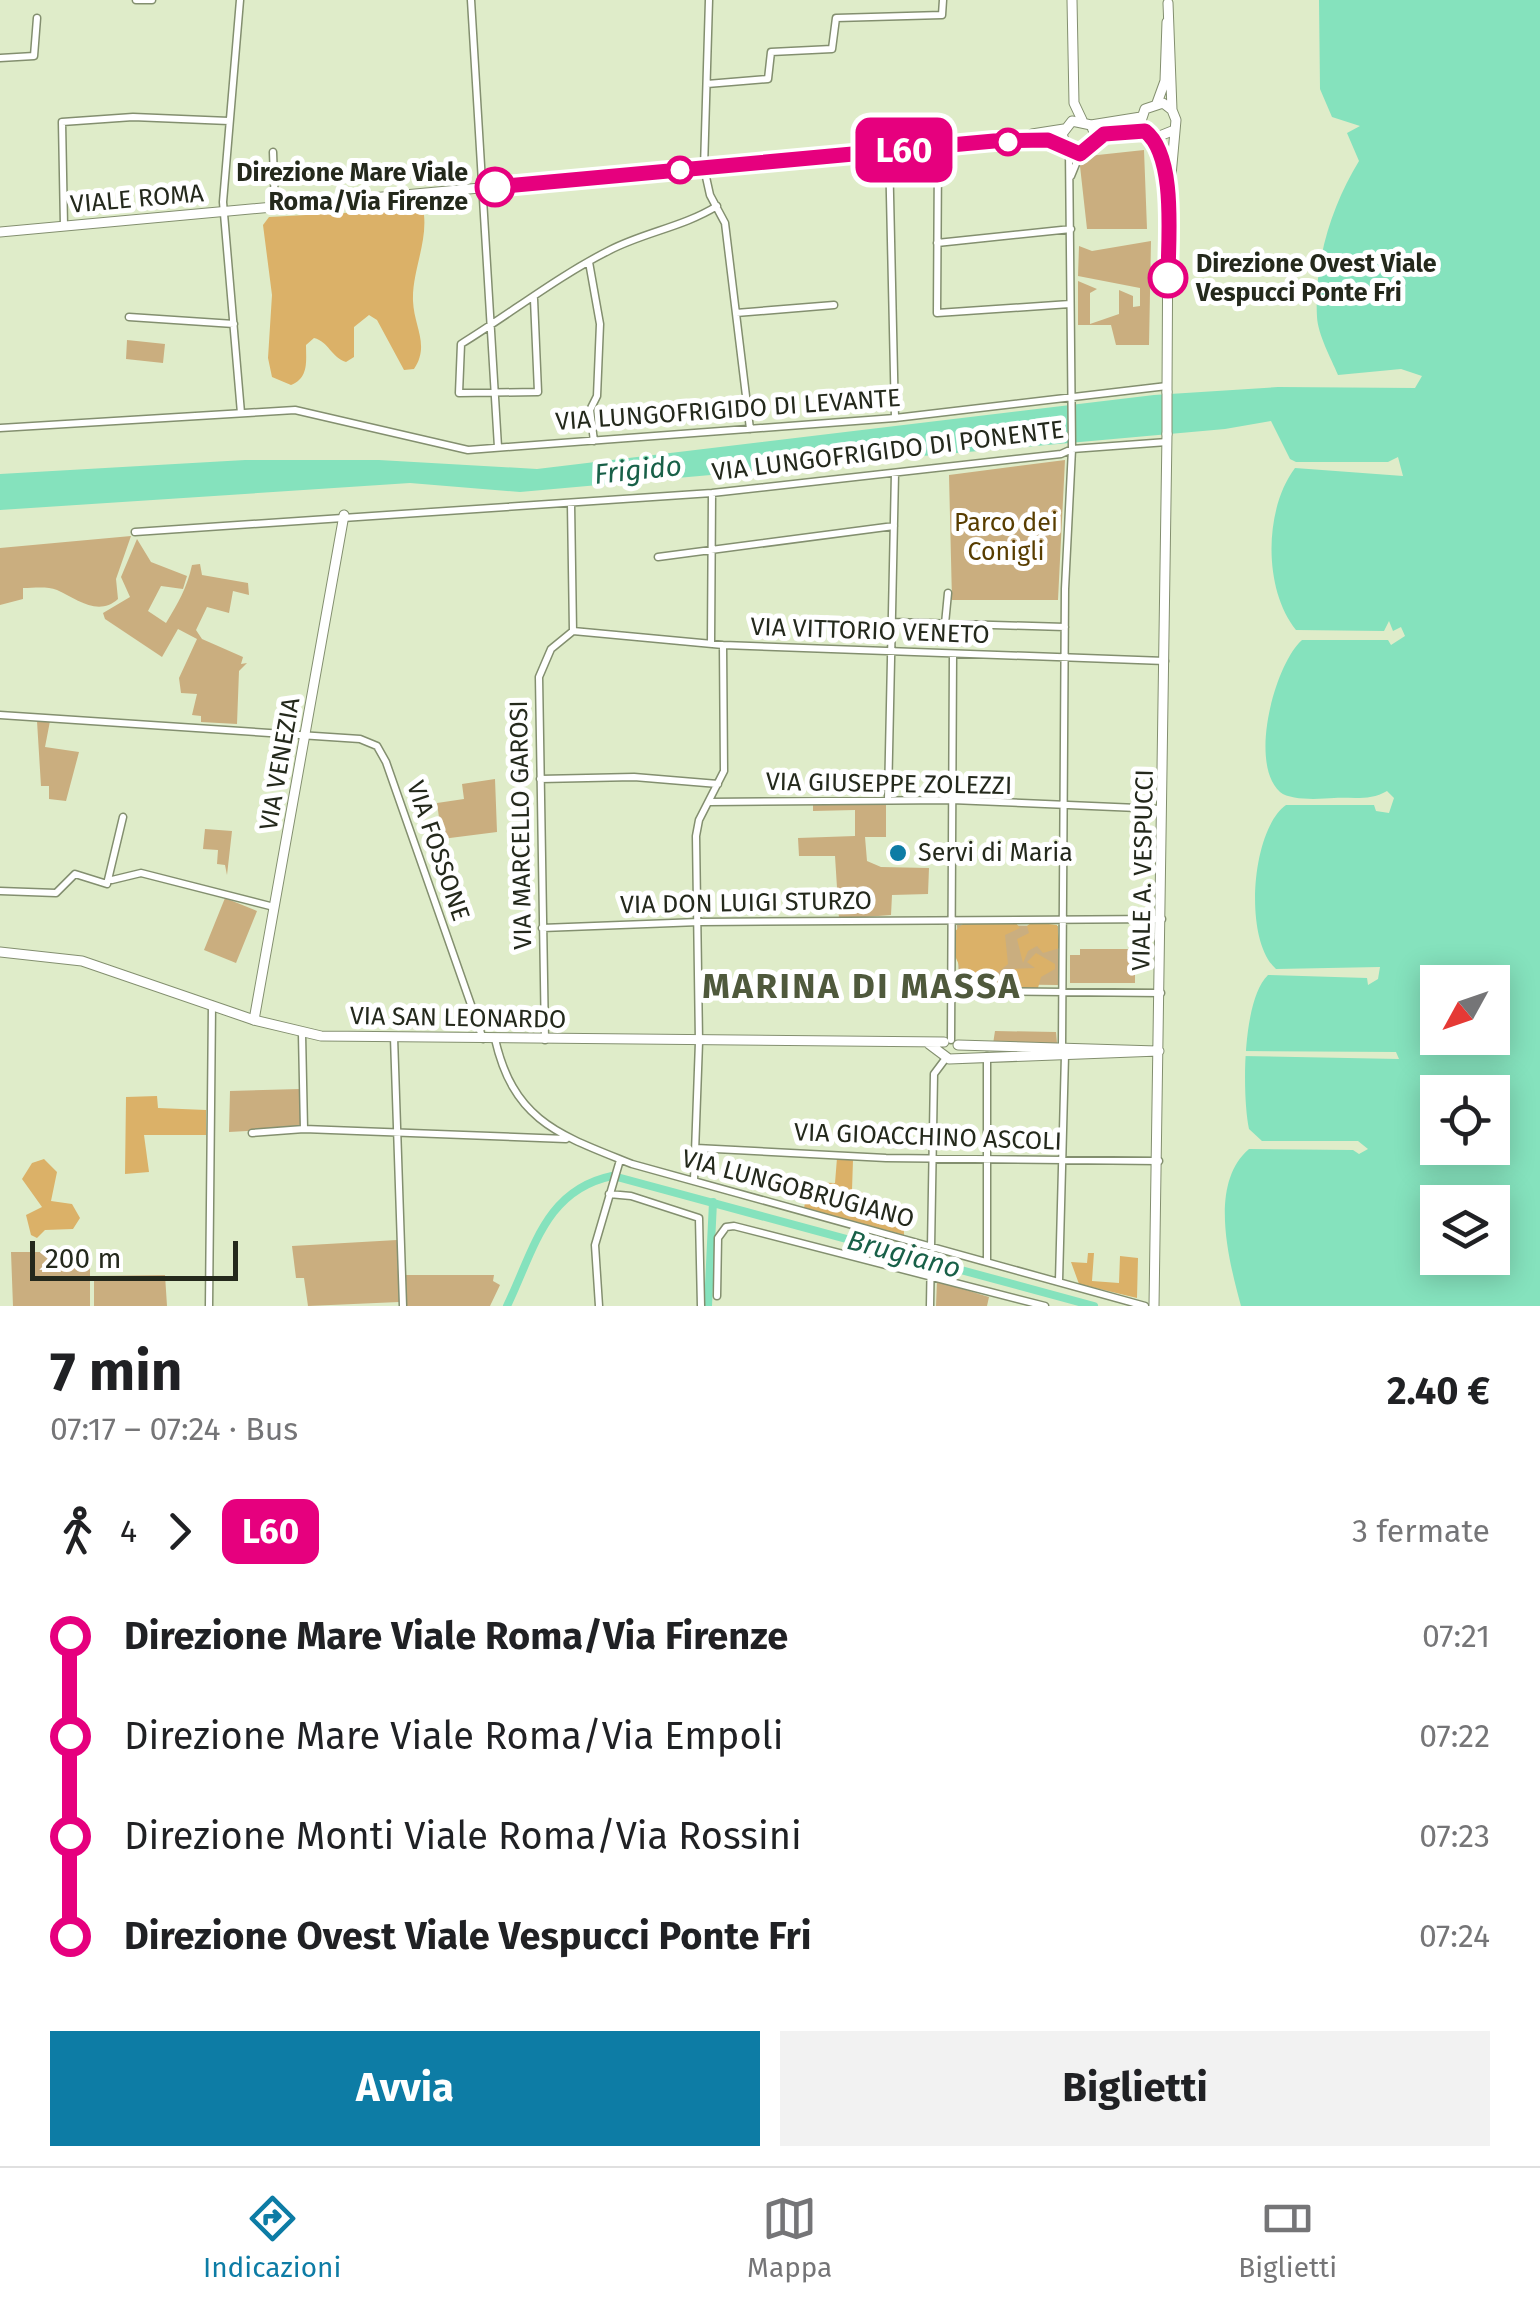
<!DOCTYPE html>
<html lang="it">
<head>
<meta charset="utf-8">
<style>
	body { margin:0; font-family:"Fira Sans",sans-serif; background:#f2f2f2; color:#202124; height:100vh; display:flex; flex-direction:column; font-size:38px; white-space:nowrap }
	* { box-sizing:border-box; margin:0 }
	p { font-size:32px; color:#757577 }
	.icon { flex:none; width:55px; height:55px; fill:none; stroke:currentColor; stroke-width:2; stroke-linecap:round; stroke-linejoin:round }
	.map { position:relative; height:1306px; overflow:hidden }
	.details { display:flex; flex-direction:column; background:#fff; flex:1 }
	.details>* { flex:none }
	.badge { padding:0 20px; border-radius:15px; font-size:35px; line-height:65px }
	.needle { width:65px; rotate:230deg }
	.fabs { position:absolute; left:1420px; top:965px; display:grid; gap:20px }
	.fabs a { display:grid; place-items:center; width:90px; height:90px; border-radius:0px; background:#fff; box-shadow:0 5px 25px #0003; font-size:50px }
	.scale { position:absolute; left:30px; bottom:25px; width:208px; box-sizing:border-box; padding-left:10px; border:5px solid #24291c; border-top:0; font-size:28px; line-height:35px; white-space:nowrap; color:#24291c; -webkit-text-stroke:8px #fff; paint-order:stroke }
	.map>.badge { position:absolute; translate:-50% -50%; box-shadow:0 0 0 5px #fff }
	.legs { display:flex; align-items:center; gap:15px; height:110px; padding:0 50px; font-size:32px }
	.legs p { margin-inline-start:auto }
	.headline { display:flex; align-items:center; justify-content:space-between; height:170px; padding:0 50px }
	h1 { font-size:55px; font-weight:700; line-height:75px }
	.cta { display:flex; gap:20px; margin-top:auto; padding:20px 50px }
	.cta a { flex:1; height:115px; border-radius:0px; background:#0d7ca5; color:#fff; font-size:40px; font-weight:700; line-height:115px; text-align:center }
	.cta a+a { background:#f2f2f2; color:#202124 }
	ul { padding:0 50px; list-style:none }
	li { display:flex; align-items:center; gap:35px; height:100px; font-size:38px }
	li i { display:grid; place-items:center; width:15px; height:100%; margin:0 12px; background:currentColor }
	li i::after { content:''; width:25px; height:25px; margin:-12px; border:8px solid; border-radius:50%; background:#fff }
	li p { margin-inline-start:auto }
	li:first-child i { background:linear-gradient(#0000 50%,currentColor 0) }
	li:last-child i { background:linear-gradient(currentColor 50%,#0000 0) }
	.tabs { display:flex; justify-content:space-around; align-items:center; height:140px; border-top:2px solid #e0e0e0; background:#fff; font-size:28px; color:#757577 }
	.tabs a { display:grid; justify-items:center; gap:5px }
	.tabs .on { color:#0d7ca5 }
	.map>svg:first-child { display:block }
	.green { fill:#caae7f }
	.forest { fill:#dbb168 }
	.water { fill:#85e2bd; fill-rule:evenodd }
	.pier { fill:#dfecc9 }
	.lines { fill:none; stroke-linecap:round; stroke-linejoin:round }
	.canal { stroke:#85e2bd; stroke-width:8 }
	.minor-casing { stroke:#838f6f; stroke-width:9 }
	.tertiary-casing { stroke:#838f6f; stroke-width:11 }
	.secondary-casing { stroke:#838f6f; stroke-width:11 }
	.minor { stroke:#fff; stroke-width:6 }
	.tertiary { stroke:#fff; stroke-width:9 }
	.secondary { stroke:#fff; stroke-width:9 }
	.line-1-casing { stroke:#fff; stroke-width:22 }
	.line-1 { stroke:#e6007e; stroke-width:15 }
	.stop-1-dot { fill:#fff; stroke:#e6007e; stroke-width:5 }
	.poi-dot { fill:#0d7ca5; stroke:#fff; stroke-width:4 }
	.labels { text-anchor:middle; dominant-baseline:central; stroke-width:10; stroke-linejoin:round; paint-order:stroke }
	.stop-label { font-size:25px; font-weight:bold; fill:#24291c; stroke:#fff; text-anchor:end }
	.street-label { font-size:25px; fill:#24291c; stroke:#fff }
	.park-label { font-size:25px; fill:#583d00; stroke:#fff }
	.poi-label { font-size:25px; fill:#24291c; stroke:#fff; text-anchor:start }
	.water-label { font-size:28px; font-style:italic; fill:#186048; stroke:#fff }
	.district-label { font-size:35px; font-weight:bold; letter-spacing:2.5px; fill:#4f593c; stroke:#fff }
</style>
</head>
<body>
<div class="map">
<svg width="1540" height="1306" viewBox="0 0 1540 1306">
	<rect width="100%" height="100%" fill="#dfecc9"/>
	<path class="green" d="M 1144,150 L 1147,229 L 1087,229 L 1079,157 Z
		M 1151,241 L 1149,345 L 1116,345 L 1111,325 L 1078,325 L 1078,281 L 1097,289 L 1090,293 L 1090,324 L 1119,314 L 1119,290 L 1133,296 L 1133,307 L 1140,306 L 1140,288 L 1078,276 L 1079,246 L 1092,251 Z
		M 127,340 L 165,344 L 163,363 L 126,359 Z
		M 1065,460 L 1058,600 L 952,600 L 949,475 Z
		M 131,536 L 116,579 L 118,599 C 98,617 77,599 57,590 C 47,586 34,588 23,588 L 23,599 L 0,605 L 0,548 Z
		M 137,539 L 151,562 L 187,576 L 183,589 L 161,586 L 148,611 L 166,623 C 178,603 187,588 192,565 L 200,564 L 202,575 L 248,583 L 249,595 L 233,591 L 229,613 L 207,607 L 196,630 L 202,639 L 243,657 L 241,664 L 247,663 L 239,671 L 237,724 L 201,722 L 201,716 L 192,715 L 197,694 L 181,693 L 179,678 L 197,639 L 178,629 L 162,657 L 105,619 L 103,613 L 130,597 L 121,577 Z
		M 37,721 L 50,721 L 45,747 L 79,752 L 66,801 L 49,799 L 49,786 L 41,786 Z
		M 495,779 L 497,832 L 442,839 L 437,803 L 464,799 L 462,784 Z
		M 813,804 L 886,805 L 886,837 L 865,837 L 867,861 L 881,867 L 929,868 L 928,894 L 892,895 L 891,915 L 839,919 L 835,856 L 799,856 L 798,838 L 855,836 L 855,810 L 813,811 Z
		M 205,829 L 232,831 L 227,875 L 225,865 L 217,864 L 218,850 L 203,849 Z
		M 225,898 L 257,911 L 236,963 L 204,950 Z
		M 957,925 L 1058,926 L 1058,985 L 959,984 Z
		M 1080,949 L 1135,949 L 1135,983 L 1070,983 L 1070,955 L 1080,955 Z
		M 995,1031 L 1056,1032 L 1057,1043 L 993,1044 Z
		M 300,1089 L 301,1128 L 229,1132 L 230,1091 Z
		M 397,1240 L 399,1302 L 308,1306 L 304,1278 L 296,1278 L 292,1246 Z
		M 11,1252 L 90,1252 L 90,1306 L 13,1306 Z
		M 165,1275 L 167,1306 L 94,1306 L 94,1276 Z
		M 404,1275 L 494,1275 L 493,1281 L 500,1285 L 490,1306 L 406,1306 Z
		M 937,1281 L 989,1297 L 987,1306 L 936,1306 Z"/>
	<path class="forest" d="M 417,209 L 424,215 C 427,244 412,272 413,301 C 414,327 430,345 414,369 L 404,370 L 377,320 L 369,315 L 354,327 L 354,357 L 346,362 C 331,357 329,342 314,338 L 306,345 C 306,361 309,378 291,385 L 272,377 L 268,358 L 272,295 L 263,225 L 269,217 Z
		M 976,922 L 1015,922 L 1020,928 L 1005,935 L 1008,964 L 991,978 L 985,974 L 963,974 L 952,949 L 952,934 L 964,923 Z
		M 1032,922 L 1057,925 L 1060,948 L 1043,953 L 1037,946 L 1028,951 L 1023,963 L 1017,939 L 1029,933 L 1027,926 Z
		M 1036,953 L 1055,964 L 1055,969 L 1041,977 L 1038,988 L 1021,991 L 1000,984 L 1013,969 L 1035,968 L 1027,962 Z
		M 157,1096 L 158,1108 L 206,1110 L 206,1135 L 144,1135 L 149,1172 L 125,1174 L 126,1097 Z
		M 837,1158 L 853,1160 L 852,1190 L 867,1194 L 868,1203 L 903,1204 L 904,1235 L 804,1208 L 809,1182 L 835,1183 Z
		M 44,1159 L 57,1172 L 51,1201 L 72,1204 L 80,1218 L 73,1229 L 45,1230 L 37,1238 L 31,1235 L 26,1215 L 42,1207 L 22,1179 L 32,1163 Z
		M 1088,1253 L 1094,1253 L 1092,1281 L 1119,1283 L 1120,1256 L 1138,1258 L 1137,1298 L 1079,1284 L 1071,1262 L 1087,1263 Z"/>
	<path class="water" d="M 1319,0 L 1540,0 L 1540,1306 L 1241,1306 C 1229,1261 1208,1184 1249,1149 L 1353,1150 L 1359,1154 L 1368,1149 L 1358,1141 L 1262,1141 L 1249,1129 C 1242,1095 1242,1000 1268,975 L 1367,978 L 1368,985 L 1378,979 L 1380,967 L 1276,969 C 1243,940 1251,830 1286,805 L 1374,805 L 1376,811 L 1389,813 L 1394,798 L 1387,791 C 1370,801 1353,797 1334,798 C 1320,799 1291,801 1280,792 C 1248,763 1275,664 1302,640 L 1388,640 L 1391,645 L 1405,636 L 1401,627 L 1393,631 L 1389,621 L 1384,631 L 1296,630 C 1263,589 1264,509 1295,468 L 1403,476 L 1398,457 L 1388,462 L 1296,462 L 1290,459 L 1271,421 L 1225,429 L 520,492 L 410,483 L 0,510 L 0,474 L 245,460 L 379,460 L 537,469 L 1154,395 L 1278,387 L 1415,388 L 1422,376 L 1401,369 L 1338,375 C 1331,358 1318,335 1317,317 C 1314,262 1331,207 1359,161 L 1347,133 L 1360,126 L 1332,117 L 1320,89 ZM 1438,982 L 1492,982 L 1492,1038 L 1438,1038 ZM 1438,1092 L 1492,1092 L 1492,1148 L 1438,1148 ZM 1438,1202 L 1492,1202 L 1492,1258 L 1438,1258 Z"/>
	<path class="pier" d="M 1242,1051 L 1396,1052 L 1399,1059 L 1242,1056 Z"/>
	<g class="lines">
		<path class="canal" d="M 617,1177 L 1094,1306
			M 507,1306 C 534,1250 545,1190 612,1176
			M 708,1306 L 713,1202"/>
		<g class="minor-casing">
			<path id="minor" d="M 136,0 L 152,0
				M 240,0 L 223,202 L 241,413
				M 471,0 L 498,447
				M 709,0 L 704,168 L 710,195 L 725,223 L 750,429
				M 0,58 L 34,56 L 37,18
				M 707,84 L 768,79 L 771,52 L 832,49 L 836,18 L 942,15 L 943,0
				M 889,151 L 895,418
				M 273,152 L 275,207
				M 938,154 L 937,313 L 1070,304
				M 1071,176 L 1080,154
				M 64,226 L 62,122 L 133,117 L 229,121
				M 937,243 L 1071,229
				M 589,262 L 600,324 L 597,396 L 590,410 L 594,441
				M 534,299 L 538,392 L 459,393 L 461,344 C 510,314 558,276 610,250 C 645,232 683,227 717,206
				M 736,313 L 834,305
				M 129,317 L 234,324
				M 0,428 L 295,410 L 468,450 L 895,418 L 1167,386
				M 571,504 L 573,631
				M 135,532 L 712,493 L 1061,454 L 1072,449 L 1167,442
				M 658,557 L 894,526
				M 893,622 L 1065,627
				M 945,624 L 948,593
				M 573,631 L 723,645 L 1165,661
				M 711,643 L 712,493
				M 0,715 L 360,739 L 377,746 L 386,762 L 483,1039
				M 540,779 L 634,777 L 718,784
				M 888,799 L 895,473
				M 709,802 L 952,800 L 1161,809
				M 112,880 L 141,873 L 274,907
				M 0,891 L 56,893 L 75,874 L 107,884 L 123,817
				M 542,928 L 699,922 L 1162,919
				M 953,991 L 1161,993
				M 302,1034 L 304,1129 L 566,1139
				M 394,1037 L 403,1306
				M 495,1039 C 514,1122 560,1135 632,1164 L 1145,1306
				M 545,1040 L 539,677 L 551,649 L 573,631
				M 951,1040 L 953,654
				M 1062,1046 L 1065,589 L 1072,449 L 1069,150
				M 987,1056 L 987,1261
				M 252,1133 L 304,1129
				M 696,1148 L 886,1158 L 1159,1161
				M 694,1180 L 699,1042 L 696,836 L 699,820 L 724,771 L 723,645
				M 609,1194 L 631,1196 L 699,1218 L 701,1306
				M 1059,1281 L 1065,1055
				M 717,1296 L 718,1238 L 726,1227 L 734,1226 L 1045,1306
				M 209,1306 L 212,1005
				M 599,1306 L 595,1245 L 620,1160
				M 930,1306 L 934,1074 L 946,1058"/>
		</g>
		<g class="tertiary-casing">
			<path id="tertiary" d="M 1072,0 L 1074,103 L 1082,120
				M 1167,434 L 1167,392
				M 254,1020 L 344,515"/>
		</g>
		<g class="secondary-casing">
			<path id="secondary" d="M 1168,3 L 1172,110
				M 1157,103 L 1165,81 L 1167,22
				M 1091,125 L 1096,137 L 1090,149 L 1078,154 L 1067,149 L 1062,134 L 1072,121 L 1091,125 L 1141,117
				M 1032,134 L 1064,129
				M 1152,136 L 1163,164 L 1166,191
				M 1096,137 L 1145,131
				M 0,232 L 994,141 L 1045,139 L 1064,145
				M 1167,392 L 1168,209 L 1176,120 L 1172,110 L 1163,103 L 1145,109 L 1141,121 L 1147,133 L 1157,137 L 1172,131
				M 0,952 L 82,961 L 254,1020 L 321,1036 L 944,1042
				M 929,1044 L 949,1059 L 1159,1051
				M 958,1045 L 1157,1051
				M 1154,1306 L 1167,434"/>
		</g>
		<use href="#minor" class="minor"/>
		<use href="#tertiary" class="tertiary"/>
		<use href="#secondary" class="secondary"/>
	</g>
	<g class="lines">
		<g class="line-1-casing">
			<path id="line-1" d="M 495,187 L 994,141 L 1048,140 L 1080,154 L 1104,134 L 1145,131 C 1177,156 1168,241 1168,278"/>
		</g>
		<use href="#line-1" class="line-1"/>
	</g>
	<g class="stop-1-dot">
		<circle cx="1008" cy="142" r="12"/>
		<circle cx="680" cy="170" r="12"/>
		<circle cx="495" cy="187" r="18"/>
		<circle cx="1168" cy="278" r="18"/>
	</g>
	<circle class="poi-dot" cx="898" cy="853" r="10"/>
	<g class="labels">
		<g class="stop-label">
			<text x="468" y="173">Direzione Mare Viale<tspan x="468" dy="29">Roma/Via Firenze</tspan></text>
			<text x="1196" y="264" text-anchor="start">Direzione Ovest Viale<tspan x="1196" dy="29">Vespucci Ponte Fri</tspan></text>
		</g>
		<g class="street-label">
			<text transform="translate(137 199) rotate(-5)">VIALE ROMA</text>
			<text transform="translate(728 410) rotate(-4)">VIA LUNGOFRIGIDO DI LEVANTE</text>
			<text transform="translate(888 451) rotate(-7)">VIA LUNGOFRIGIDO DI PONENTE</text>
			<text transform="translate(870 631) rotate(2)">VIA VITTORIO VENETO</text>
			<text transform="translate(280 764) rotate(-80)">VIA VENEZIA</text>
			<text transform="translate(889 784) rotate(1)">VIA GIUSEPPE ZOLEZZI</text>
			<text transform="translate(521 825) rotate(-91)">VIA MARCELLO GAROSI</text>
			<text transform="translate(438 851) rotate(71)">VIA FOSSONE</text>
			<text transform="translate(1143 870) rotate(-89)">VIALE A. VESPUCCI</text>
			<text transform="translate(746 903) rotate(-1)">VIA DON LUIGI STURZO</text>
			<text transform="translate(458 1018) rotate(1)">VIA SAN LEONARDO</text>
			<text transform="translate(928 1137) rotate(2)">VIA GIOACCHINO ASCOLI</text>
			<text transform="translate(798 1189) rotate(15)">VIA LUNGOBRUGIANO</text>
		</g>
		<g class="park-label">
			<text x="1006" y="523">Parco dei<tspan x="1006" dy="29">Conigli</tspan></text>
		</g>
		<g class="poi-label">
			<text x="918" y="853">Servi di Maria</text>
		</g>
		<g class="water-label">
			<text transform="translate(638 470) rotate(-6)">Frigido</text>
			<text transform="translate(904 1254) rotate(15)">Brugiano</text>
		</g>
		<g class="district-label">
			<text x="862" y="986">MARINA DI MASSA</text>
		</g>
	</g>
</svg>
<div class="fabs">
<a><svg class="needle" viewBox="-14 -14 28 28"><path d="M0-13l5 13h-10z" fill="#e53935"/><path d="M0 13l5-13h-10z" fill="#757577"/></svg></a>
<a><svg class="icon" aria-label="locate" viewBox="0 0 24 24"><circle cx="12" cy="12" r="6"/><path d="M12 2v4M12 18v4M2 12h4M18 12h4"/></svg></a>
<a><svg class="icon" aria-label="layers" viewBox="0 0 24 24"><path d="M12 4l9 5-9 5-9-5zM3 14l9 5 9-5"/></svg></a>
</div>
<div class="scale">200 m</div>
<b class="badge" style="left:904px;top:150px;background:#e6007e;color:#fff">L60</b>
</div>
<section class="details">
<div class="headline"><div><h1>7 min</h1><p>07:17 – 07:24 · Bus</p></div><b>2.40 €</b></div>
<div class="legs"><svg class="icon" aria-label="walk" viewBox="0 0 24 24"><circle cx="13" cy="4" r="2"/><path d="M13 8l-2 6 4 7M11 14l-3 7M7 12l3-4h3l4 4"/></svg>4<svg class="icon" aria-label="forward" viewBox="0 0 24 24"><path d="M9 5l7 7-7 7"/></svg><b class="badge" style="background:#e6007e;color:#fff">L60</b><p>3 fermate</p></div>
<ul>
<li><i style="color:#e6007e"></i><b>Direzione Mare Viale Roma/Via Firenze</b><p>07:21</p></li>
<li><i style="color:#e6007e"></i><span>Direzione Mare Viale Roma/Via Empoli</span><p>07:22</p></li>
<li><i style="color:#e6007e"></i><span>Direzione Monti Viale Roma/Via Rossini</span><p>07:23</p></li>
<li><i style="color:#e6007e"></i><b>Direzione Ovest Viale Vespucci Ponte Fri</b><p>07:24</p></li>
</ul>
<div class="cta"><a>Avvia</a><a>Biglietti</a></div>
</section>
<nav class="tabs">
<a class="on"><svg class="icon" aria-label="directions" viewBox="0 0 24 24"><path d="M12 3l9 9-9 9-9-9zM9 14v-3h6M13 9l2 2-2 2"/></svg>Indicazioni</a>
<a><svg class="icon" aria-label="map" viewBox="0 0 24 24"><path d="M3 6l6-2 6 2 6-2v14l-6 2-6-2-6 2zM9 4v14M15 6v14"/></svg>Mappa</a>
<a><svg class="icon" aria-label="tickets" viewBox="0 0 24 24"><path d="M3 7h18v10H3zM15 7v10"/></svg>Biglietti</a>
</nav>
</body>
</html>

Work order: Above are the records; repeat their lines from the first through the line containing "display:flex; align-items:center; justify-content:space-between;", and leave out each picture.

Answer:
<!DOCTYPE html>
<html lang="it">
<head>
<meta charset="utf-8">
<style>
	body { margin:0; font-family:"Fira Sans",sans-serif; background:#f2f2f2; color:#202124; height:100vh; display:flex; flex-direction:column; font-size:38px; white-space:nowrap }
	* { box-sizing:border-box; margin:0 }
	p { font-size:32px; color:#757577 }
	.icon { flex:none; width:55px; height:55px; fill:none; stroke:currentColor; stroke-width:2; stroke-linecap:round; stroke-linejoin:round }
	.map { position:relative; height:1306px; overflow:hidden }
	.details { display:flex; flex-direction:column; background:#fff; flex:1 }
	.details>* { flex:none }
	.badge { padding:0 20px; border-radius:15px; font-size:35px; line-height:65px }
	.needle { width:65px; rotate:230deg }
	.fabs { position:absolute; left:1420px; top:965px; display:grid; gap:20px }
	.fabs a { display:grid; place-items:center; width:90px; height:90px; border-radius:0px; background:#fff; box-shadow:0 5px 25px #0003; font-size:50px }
	.scale { position:absolute; left:30px; bottom:25px; width:208px; box-sizing:border-box; padding-left:10px; border:5px solid #24291c; border-top:0; font-size:28px; line-height:35px; white-space:nowrap; color:#24291c; -webkit-text-stroke:8px #fff; paint-order:stroke }
	.map>.badge { position:absolute; translate:-50% -50%; box-shadow:0 0 0 5px #fff }
	.legs { display:flex; align-items:center; gap:15px; height:110px; padding:0 50px; font-size:32px }
	.legs p { margin-inline-start:auto }
	.headline { display:flex; align-items:center; justify-content:space-between; height:170px; padding:0 50px }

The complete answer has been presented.